Sharing what context I’m able to: Our work in this space so far has mostly been around assessing both risks and effective safeguards for AI-biorisk and AI-cybersecurity risk.
Superforecasters and domain experts tend to be relatively aligned on these topics so far (e.g., see this study as one example, and a later update here). (We’ve completed private research on AI-cybersecurity risk and will be publishing some of it soon.)
The bulk of our funding has gone toward AI-focused forecasting projects (e.g. LEAP, AI-biorisk, economic effects of AI) or ‘automating forecasting research’-type work that has the ultimate goal of assisting decisionmakers (e.g. ForecastBench), so I think this is most of what FRI should be evaluated on.
I’m not sure what comparison class people had in mind previously, but I agree it seems broadly correct to consider this work alongside other AI-related funding opportunities. As noted above, I’d argue that it is appropriate and valuable to have “AI measurement” as an important funding domain alongside areas like “AI governance,” “Technical AI safety research,” “AI field-building,” etc. It seems valuable for one part of the AI grantmaking portfolio to be generating evidence that can be used to sharpen views on AI timelines, to assess risk in various domains (bio, cyber, catastrophic risk), to assess magnitudes of benefits (for calibrating cost-benefit analyses on policies), and to predict the likelihood and impact of various policies (e.g. the effectiveness of DNA synthesis screening for biorisk), etc. This type of fundamental research can inform and support more effective action in the other domains.

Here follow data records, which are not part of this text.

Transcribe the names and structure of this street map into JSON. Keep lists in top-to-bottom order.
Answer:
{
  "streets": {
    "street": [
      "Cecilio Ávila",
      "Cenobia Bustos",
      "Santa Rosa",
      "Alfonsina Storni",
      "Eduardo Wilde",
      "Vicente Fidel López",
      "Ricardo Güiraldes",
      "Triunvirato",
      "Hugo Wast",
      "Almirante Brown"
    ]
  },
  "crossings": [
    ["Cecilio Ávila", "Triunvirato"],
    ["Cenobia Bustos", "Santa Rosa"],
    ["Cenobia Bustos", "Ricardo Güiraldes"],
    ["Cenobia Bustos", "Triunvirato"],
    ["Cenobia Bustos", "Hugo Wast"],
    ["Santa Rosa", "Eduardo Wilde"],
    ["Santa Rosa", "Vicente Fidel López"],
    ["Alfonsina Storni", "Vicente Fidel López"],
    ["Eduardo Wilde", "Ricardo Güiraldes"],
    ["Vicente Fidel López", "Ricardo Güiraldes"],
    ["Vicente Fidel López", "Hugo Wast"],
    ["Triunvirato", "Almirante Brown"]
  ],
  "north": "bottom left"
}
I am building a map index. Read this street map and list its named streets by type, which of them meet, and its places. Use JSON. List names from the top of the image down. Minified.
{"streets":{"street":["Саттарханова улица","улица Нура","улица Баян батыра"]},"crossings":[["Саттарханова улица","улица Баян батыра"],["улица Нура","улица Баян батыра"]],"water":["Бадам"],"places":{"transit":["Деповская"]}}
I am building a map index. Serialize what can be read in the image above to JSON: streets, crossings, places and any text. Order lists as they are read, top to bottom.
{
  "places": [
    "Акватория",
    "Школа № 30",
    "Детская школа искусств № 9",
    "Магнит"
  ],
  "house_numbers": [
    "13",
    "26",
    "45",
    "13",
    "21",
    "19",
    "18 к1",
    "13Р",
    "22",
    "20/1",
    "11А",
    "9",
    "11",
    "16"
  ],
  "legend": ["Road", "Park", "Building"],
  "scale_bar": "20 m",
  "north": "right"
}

I also think forecasting research can have direct impacts on AI governance via direct decision-making partnerships like I described above: i.e., directly partnering with and advising important government agencies and frontier AI companies, among others, on high-stakes decisions related to AI regulation, implementing effective safeguards to reduce AI-cyber risk, and more. We have already seen some early impacts along these lines, as previously mentioned.
I agree. Due to confidentiality, we have primarily shared details of our impact case studies with our funders and had them assess the value of the impact we are making. Establishing evidence of impact publicly is more challenging due to confidentiality considerations. But elsewhere in the thread people have mentioned citations as one reasonable metric for evidence of impact for research organizations that have more diffuse impacts. We have targets for growing our prominent citations over time to assess our impact, and I’ve shared examples of prominent citations to FRI research in my comment above. I also hope that over time, we can share more case studies publicly and provide more of the reasoning for why we believe we had an impact and whether it was positive. The benchmarks RFP case study described above is one example that can be discussed relatively publicly.
I broadly agree on these points. We are running longitudinal expert panels, partnering with important institutions to improve their decision-making, and automating forecasting research, so I see our work as distinct from online betting/forecasting platforms.